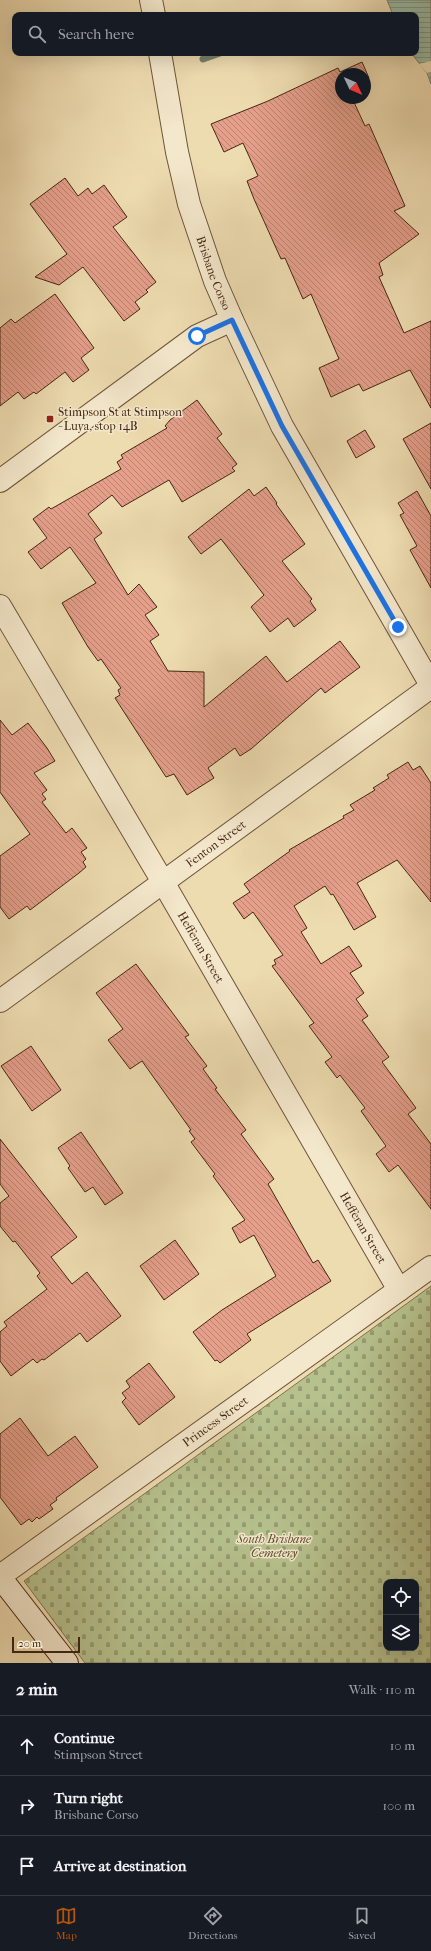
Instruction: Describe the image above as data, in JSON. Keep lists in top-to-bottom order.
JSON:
{
  "streets": {
    "street": [
      "Brisbane Corso",
      "Fenton Street",
      "Hefferan Street",
      "Princess Street"
    ]
  },
  "crossings": [
    ["Brisbane Corso", "Fenton Street"],
    ["Fenton Street", "Hefferan Street"],
    ["Hefferan Street", "Princess Street"]
  ],
  "parks": ["South Brisbane Cemetery"],
  "places": {
    "transit": ["Stimpson St at Stimpson - Luya, stop 14B"]
  },
  "scale_bar": "20 m",
  "north": "bottom right",
  "page": {
    "search": "Search here",
    "scale": "20 m",
    "heading": ["2 min", "Walk · 110 m"],
    "list": [
      ["Continue", "Stimpson Street", "10 m"],
      ["Turn right", "Brisbane Corso", "100 m"],
      "Arrive at destination"
    ],
    "nav": ["Map", "Directions", "Saved"]
  }
}
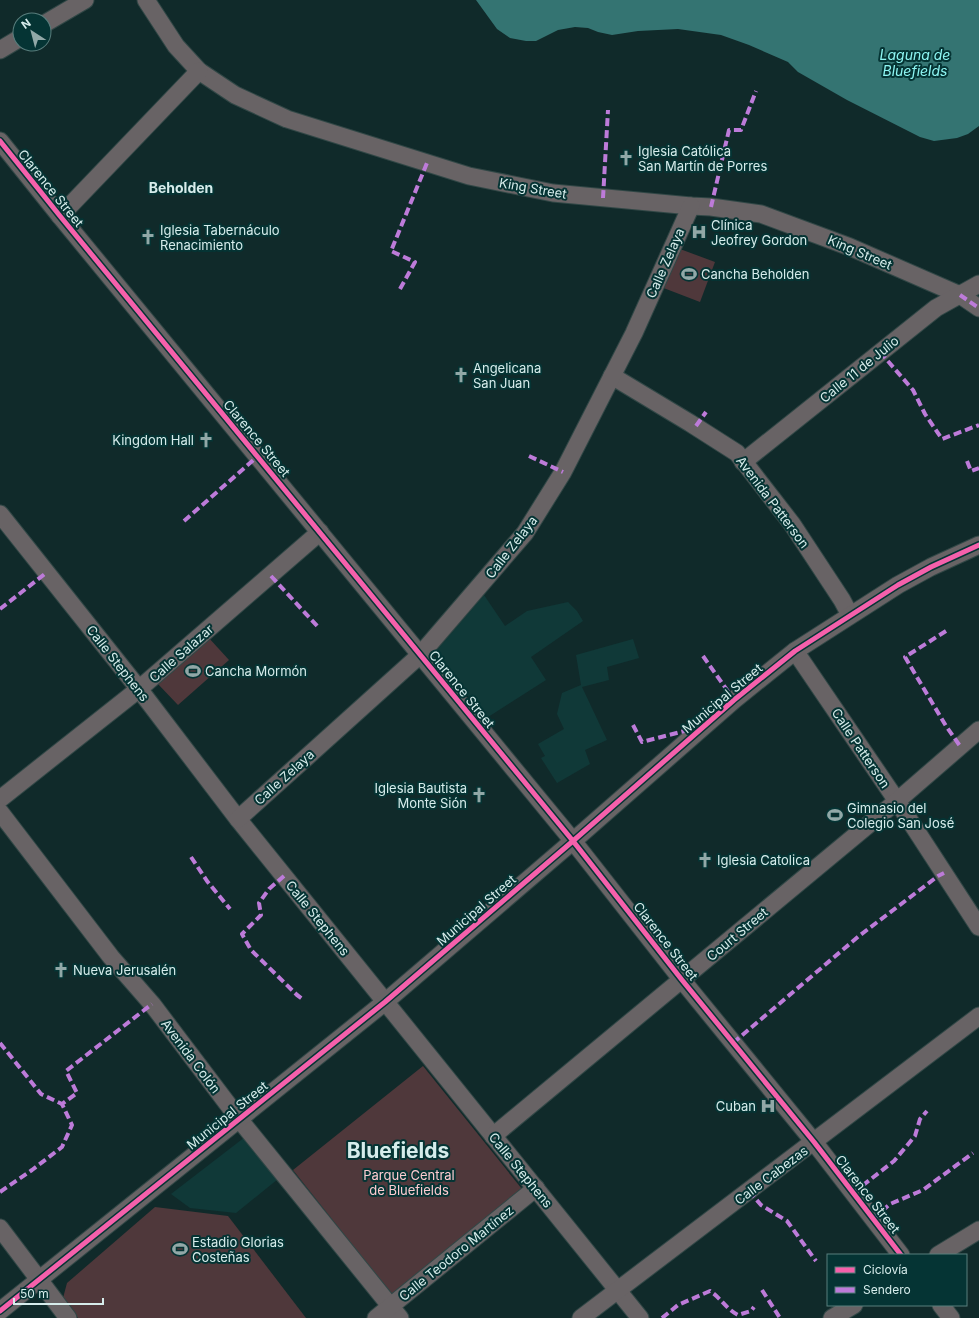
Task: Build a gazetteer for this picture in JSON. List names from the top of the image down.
{
  "streets": {
    "street": [
      "Clarence Street",
      "King Street",
      "Calle Zelaya",
      "Calle 11 de Julio",
      "Avenida Patterson",
      "Calle Salazar",
      "Calle Stephens",
      "Municipal Street",
      "Calle Patterson",
      "Court Street",
      "Avenida Colón",
      "Calle Cabezas",
      "Calle Teodoro Martínez"
    ]
  },
  "crossings": [
    ["Clarence Street", "Calle Zelaya"],
    ["Clarence Street", "Calle Salazar"],
    ["Clarence Street", "Municipal Street"],
    ["Clarence Street", "Court Street"],
    ["Clarence Street", "Calle Cabezas"],
    ["King Street", "Calle Zelaya"],
    ["King Street", "Calle 11 de Julio"],
    ["Calle Zelaya", "Avenida Patterson"],
    ["Calle Zelaya", "Calle Stephens"],
    ["Calle 11 de Julio", "Avenida Patterson"],
    ["Avenida Patterson", "Municipal Street"],
    ["Calle Salazar", "Calle Stephens"],
    ["Calle Stephens", "Municipal Street"],
    ["Calle Stephens", "Court Street"],
    ["Calle Stephens", "Calle Cabezas"],
    ["Calle Stephens", "Calle Teodoro Martínez"],
    ["Municipal Street", "Calle Patterson"],
    ["Municipal Street", "Avenida Colón"],
    ["Calle Patterson", "Court Street"],
    ["Avenida Colón", "Calle Teodoro Martínez"]
  ],
  "districts": ["Beholden", "Bluefields"],
  "water": ["Laguna de Bluefields"],
  "parks": ["Parque Central de Bluefields"],
  "places": {
    "church": [
      "Iglesia Católica San Martín de Porres",
      "Iglesia Tabernáculo Renacimiento",
      "Angelicana San Juan",
      "Kingdom Hall",
      "Iglesia Bautista Monte Sión",
      "Iglesia Catolica",
      "Nueva Jerusalén"
    ],
    "hospital": ["Clínica Jeofrey Gordon", "Cuban"],
    "sports": [
      "Cancha Beholden",
      "Cancha Mormón",
      "Gimnasio del Colegio San José",
      "Estadio Glorias Costeñas"
    ]
  },
  "legend": ["Ciclovía", "Sendero"],
  "scale_bar": "50 m",
  "north": "top left"
}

^^^^

In your copy of the material, every word must match and no image should appear.

Instruction: Describe the image above as data, in JSON. Keep lists in top-to-bottom order.
JSON:
{
  "streets": {
    "street": [
      "Brisbane Corso",
      "Fenton Street",
      "Hefferan Street",
      "Princess Street"
    ]
  },
  "crossings": [
    ["Brisbane Corso", "Fenton Street"],
    ["Fenton Street", "Hefferan Street"],
    ["Hefferan Street", "Princess Street"]
  ],
  "parks": ["South Brisbane Cemetery"],
  "places": {
    "transit": ["Stimpson St at Stimpson - Luya, stop 14B"]
  },
  "scale_bar": "20 m",
  "north": "bottom right",
  "page": {
    "search": "Search here",
    "scale": "20 m",
    "heading": ["2 min", "Walk · 110 m"],
    "list": [
      ["Continue", "Stimpson Street", "10 m"],
      ["Turn right", "Brisbane Corso", "100 m"],
      "Arrive at destination"
    ],
    "nav": ["Map", "Directions", "Saved"]
  }
}
Task: Build a gazetteer for this picture in JSON. List names from the top of the image down.
{
  "streets": {
    "street": [
      "Clarence Street",
      "King Street",
      "Calle Zelaya",
      "Calle 11 de Julio",
      "Avenida Patterson",
      "Calle Salazar",
      "Calle Stephens",
      "Municipal Street",
      "Calle Patterson",
      "Court Street",
      "Avenida Colón",
      "Calle Cabezas",
      "Calle Teodoro Martínez"
    ]
  },
  "crossings": [
    ["Clarence Street", "Calle Zelaya"],
    ["Clarence Street", "Calle Salazar"],
    ["Clarence Street", "Municipal Street"],
    ["Clarence Street", "Court Street"],
    ["Clarence Street", "Calle Cabezas"],
    ["King Street", "Calle Zelaya"],
    ["King Street", "Calle 11 de Julio"],
    ["Calle Zelaya", "Avenida Patterson"],
    ["Calle Zelaya", "Calle Stephens"],
    ["Calle 11 de Julio", "Avenida Patterson"],
    ["Avenida Patterson", "Municipal Street"],
    ["Calle Salazar", "Calle Stephens"],
    ["Calle Stephens", "Municipal Street"],
    ["Calle Stephens", "Court Street"],
    ["Calle Stephens", "Calle Cabezas"],
    ["Calle Stephens", "Calle Teodoro Martínez"],
    ["Municipal Street", "Calle Patterson"],
    ["Municipal Street", "Avenida Colón"],
    ["Calle Patterson", "Court Street"],
    ["Avenida Colón", "Calle Teodoro Martínez"]
  ],
  "districts": ["Beholden", "Bluefields"],
  "water": ["Laguna de Bluefields"],
  "parks": ["Parque Central de Bluefields"],
  "places": {
    "church": [
      "Iglesia Católica San Martín de Porres",
      "Iglesia Tabernáculo Renacimiento",
      "Angelicana San Juan",
      "Kingdom Hall",
      "Iglesia Bautista Monte Sión",
      "Iglesia Catolica",
      "Nueva Jerusalén"
    ],
    "hospital": ["Clínica Jeofrey Gordon", "Cuban"],
    "sports": [
      "Cancha Beholden",
      "Cancha Mormón",
      "Gimnasio del Colegio San José",
      "Estadio Glorias Costeñas"
    ]
  },
  "legend": ["Ciclovía", "Sendero"],
  "scale_bar": "50 m",
  "north": "top left"
}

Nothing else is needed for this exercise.